Granola Bars. The epitome of a grab-and-go snack, granola bars are also portion-controlled.
Banana + Peanut Butter. Maybe you’re already a banana fan, but consider putting some peanut butter on one for your morning snack: A small study in the British Journal of Nutrition found that when study subjects added peanut butter to their breakfast, it helped moderate their glucose concentrations and appetite. 2
Whole-Grain Crackers. Whole-grain snacks are rich in fiber and complex carbohydrates for long-lasting energy.
Apples. You know what they say: “An apple a day…” A medium-sized piece of this fruit packs more than four grams of fiber to help you stay full.
Trail Mix. Nuts and seeds provide a protein punch. To make your own nutritious trail mix, combine your favorite dried fruits and nuts and take it to work in single-serving baggies.
Turkey Jerky. This isn’t your typical gas station jerky. Some health-conscious companies now sell natural turkey jerkies that are high in protein.

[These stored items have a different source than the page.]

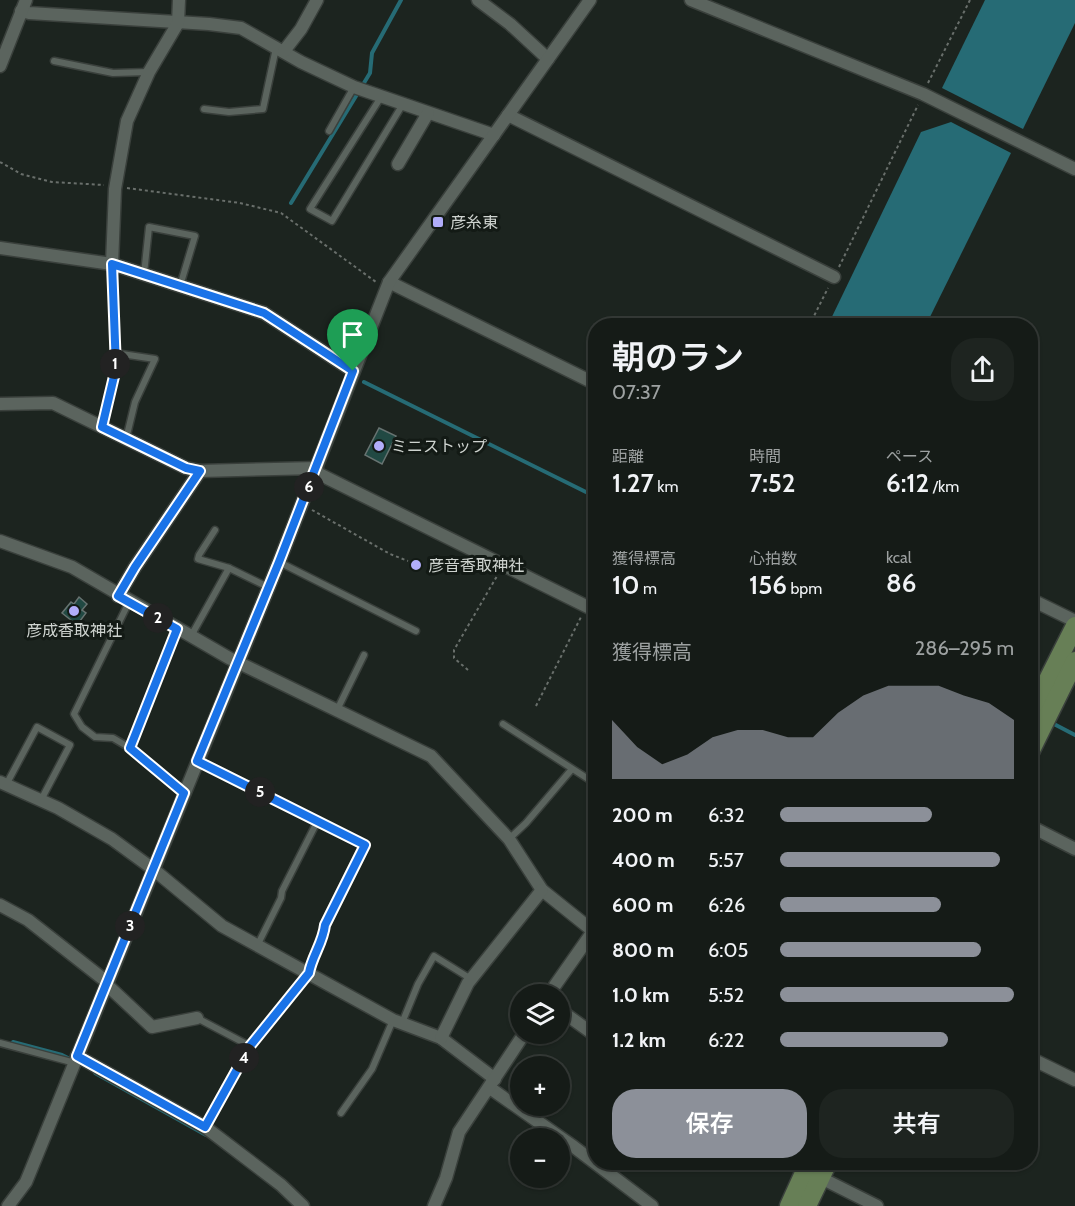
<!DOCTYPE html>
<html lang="ja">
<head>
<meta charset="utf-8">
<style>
	:root { --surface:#151b17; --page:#1e2420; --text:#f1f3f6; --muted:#9da1a1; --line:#343936; --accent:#8c9099 }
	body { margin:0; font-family:Cabin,"Noto Sans JP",sans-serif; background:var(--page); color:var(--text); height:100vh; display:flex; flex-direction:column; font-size:22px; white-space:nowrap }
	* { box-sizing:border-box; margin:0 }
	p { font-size:20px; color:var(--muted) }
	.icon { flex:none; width:33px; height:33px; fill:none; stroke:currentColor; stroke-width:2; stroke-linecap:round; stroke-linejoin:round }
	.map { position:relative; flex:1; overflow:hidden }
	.side { position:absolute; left:588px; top:318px; width:450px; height:852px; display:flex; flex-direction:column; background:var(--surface); border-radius:24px; box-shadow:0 2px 4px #0004,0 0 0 2px var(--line) }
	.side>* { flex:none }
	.buttons { position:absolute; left:510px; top:984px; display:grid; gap:12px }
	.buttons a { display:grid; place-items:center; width:60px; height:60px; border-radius:50%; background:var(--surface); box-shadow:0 2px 4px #0004,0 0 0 2px var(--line); font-size:30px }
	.pin { position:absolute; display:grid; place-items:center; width:51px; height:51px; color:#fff; margin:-62px -26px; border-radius:50% 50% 50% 0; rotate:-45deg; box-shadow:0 0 6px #0007 }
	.pin .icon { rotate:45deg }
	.km { position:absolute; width:30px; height:30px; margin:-15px; border-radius:50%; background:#222; color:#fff; font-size:16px; line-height:30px; text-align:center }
	.round { display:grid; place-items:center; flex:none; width:63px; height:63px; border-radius:24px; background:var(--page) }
	.overview { display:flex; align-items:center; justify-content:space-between; height:102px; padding:0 24px }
	h1 { font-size:33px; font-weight:600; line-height:45px }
	.metrics { display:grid; grid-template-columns:repeat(3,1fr); gap:9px; height:102px; padding:6px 24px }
	.metrics div { display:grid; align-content:center }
	.metrics b { font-size:26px; font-weight:600 }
	.metrics small { font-size:16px; font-weight:400 }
	.metrics p { font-size:16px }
	.chart { height:168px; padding:12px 24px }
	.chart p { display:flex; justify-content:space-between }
	.chart svg { width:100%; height:108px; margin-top:6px; fill:var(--accent); opacity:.7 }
	.action { display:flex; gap:12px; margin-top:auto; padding:12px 24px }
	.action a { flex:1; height:69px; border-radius:24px; background:var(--accent); color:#fff; font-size:24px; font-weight:600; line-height:69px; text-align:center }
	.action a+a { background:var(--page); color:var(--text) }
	ul { padding:0 24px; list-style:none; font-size:20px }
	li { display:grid; grid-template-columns:96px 72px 1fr; align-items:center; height:45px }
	li i { height:15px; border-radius:8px; background:var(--accent) }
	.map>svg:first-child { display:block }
</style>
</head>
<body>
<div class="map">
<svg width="1075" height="1206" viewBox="0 0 1075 1206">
	<rect width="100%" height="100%" fill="#1c241f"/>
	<g fill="#266b75">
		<path d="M985,0h90v23l-52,106 -81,-41z"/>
		<path d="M951,122l60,31 -85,172h-98l93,-193z"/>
	</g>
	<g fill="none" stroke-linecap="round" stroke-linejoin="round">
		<g stroke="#266b75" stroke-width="4">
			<path d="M291,203l79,-130 2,-20 29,-53"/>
			<path d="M364,382l232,115"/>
			<path d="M1052,723l23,12"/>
			<path d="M13,1042l49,13 8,4"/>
			<path d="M95,1073l111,62"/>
		</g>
	</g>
	<g fill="#214943" stroke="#677371" stroke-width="1.5">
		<path d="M379,428l17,8 -14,28 -17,-9z"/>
		<path d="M79,597l8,7 -5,6 4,3 -9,12 -15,-12 9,-11 3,2z"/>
	</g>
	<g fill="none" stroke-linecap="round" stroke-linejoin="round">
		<g stroke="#3a403c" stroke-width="9">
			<g id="lane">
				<path d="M54,61l59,12 36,-1"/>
				<path d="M381,97l-71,112 22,12 71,-117"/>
				<path d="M204,109l25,3 34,-3 13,-61"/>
				<path d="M329,131l25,-44"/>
				<path d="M144,274l5,-47 46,9 -15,50"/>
				<path d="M115,353l40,6 -20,43 -9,37"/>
				<path d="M103,427l13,-59 -4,-103"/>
				<path d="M215,530l-16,25 -1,4 31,9 39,19"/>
				<path d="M279,562l137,69"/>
				<path d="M129,602l-55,112 8,13 13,10 18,1 17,10 47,-119"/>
				<path d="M191,636l38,-68"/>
				<path d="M337,710l27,-55"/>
				<path d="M503,724l93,60"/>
				<path d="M130,748l55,45"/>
				<path d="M198,761l167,84 -40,80c-2,18 -13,31 -16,48l-59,73 -45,81"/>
				<path d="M6,785l31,-58 33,18 -29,55"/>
				<path d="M509,839l17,-16 46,-54"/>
				<path d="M257,946l24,-48 1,-7 36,-71"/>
				<path d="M197,1018l53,28"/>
				<path d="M402,1023l16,-39 16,-28 37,23"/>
				<path d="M0,1043l75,20"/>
				<path d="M341,1113l31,-44 21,-49"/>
			</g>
		</g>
		<g stroke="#3a403c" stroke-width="15">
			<g id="street">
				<path d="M478,0l32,24 38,35"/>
				<path d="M691,0l232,94 152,75"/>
				<path d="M21,11l8,2 180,11 32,4 60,34 53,25 140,48"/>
				<path d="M284,51l17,-22 16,-29"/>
				<path d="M0,66l26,-66"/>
				<path d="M508,115l326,162"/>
				<path d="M398,164l30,-51"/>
				<path d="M0,248l112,16 152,49 89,58"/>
				<path d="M112,264l3,-75 12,-68 22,-49 29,-49 1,-23"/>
				<path d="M389,282l207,102"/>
				<path d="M0,404l53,-1 133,65 14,3 117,-3"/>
				<path d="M315,472l281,139"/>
				<path d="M0,541l72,26 157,91 202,98 78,83 33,51 51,41"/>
				<path d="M118,596l17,-29 65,-96"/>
				<path d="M1030,599l45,22"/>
				<path d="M0,782l58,26 54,31 41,30 69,57 171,94 48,18 54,41"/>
				<path d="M1030,826l45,23"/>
				<path d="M0,905l28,15 79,62"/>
				<path d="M106,984l46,43 45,-9"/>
				<path d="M549,994l47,-67"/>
				<path d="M560,1010l36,26"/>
				<path d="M441,1038l27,-55 74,-93"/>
				<path d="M77,1056l128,71 76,58 22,21"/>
				<path d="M1030,1058l45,22"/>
				<path d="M490,1088l84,59 78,59"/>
				<path d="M789,1162l88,44"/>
				<path d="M8,1206l18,-24 253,-620 110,-280 201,-282"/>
				<path d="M434,1206l12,-28 13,-46 65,-98"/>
			</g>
		</g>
		<g stroke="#3a403c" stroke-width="21">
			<g id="primary">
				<path d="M1030,715l45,-89"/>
				<path d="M1030,752l45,-91"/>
				<path d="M789,1206l20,-44"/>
				<path d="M807,1206l21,-44"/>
			</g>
		</g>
		<g stroke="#696f6b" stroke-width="2" stroke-dasharray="3 3" stroke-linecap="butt">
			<path d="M928,83l42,-83"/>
			<path d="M0,162l21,12 31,8 52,3"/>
			<path d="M127,188l113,15 41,10 95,69"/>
			<path d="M839,267l79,-162"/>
			<path d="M809,326l19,-38"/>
			<path d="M312,510l78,44 18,7"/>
			<path d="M468,670l-14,-12v-8l43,-74"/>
			<path d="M536,706l45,-89"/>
		</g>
		<use href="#lane" stroke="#5b645e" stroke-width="6"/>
		<use href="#street" stroke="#5b645e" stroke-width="12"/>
		<use href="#primary" stroke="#677f56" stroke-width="18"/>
	</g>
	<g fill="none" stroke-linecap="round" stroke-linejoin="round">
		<g stroke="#fff" stroke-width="12">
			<path id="route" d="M112,264l152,49 89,58 -74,191 -82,199 168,84 -40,80c-2,18 -13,31 -16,48l-59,73 -45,81 -128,-71 107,-263 -54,-45 47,-119 -59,-33 17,-29 65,-96 -14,-3 -84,-41 14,-59z"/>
		</g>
		<use href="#route" stroke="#1a73e8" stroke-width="8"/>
	</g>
	<g fill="#b1adfa" stroke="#131a15" stroke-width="2">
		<rect x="432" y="216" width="12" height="12" rx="3"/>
		<circle cx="379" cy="446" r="6"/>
		<circle cx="416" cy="565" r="6"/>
		<circle cx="74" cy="611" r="6"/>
	</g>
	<g text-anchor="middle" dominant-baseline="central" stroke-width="6" stroke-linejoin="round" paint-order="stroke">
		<g font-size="16" fill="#ced3cf" stroke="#131a15" text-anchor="start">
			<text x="450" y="222">彦糸東</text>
			<text x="391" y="446">ミニストップ</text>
			<text x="428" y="565">彦音香取神社</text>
			<text x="74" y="630" text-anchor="middle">彦成香取神社</text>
		</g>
	</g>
</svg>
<div class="buttons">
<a><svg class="icon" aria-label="layers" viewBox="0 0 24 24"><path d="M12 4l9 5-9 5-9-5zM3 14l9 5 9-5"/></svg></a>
<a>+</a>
<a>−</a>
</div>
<div class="pin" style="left:353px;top:371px;background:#1e9e55"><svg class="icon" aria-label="arrive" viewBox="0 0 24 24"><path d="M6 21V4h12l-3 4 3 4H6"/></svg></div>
<b class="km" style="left:115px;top:364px">1</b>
<b class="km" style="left:158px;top:618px">2</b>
<b class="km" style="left:130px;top:926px">3</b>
<b class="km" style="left:244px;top:1058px">4</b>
<b class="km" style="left:260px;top:792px">5</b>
<b class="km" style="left:309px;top:487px">6</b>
<section class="side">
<div class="overview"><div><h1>朝のラン</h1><p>07:37</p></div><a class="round"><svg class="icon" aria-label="share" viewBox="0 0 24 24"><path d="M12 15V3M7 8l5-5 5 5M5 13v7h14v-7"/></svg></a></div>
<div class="metrics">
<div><p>距離</p><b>1.27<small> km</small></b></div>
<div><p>時間</p><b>7:52</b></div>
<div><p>ペース</p><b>6:12<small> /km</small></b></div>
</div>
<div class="metrics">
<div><p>獲得標高</p><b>10<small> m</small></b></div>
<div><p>心拍数</p><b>156<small> bpm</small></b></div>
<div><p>kcal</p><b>86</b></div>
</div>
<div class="chart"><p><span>獲得標高</span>286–295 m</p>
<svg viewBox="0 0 160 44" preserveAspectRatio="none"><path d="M0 44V20L10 31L20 38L30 34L40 27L50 24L60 24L70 27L80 27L90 17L100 10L110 6L120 6L130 6L140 10L150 13L160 20V44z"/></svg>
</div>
<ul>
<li><b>200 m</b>6:32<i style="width:65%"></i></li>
<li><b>400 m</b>5:57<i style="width:94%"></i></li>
<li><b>600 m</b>6:26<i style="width:69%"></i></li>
<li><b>800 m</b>6:05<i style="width:86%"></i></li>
<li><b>1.0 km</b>5:52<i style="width:100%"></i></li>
<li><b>1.2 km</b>6:22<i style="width:72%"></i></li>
</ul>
<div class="action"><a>保存</a><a>共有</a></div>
</section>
</div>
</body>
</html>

Chocolate-Covered Peanuts. This snack is a nice mix of sweet and salty for those who don’t want to choose between the two. Just keep your portion small to avoid too much sugar and fat intake (single-serving baggies come in handy for this).
Air-Popped Popcorn. Popcorn is low in calories but high in fiber. Plus, who doesn’t love a good crunch? Sprinkle your popcorn with salt and pepper (or even cinnamon or chili powder) to give it a tasty kick while you’re chowing down.